Hylocereus Undatus Extract

TL;DR. This ingredient is used mainly as a skin-conditioning botanical extract, with supportive antioxidant and humectant properties. It is typically added to moisturizers, serums, masks, and rinse-off products for label-friendly plant activity rather than as a structural emulsifier or preservative.

What does Hylocereus Undatus Extract do in a cosmetic formula?

This ingredient is used mainly as a skin-conditioning botanical extract, with supportive antioxidant and humectant properties. It is typically added to moisturizers, serums, masks, and rinse-off products for label-friendly plant activity rather than as a structural emulsifier or preservative.

Is Hylocereus Undatus Extract clean?

From a clean-beauty perspective, this ingredient is generally well accepted and has no major restricted-list profile. As with many botanicals, the practical watchpoints are extract solvent, preservation system, fragrance-like trace components, and individual sensitivity.

Is Hylocereus Undatus Extract sustainable?

This ingredient is plant-derived and expected to be readily biodegradable, with a lighter persistence profile than synthetic film-formers or silicones. Sustainability depends mostly on agricultural practices, water use, regional sourcing, and whether fruit-processing byproducts are used.

Is Hylocereus Undatus Extract COSMOS-approved?

It can be permitted under COSMOS-natural and COSMOS-organic when the plant material, extraction method, solvents, and preservatives meet the standard. It aligns reasonably well with Green Chemistry when made by water, glycerin, ethanol, or other approved low-concern extraction systems from renewable biomass.

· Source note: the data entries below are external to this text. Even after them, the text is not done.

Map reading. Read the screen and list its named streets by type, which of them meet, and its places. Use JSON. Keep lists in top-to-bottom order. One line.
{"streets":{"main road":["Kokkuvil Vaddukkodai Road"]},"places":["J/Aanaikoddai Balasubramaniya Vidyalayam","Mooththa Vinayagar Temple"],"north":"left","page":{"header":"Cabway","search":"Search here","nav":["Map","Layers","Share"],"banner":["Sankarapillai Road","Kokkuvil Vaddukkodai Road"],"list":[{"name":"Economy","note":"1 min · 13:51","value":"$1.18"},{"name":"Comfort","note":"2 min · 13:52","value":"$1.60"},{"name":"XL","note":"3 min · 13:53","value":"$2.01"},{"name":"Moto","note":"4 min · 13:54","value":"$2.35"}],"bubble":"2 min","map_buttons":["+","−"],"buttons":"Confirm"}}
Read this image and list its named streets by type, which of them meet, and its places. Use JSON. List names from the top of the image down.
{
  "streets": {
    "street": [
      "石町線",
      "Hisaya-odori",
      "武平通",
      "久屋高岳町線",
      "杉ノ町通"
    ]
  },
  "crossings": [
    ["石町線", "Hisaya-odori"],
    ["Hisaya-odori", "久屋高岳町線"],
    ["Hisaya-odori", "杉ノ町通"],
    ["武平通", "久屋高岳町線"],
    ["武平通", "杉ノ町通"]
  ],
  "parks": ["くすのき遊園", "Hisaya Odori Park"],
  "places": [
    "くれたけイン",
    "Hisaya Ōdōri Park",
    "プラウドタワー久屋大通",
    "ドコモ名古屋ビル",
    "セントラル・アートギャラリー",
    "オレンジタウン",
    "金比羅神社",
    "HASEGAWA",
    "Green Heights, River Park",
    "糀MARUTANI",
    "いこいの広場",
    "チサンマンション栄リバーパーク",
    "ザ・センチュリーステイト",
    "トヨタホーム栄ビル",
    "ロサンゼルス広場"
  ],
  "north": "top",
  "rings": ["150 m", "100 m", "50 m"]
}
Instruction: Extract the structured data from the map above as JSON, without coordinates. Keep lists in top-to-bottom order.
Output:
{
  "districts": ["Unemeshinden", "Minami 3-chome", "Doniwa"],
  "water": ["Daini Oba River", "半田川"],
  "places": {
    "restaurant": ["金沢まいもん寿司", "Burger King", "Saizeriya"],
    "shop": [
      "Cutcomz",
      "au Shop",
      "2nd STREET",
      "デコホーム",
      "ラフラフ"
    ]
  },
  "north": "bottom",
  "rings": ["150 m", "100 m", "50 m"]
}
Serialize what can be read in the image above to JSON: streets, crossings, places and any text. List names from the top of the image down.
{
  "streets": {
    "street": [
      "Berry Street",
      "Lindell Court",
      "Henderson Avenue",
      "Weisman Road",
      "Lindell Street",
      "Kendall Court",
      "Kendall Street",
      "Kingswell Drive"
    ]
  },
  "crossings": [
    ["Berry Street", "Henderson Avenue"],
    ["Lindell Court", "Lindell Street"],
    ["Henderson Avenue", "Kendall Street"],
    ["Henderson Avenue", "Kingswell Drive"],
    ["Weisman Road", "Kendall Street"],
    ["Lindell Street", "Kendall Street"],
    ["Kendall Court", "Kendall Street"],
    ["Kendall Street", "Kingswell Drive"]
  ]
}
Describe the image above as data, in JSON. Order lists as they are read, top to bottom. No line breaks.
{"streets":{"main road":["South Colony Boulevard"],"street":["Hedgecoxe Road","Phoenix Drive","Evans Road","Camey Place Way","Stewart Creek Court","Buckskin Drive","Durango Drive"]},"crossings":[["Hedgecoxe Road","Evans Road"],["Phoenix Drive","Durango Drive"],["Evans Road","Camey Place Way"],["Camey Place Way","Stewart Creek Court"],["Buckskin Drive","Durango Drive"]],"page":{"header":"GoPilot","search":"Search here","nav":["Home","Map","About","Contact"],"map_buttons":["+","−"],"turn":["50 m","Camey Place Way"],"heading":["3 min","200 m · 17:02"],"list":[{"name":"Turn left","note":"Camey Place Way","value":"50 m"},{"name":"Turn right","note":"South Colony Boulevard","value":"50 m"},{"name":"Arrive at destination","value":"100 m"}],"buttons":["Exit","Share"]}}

How does Hylocereus Undatus Extract work chemically?

This material is a complex botanical extract that may contain sugars, polysaccharides, organic acids, amino acids, phenolic compounds, and color-associated betalain pigments depending on the plant part and solvent system. Typical use levels are often about 0.1% to 5%, and formulators usually add it during cool-down because pigments and phenolics can be sensitive to heat, light, oxygen, and extreme pH.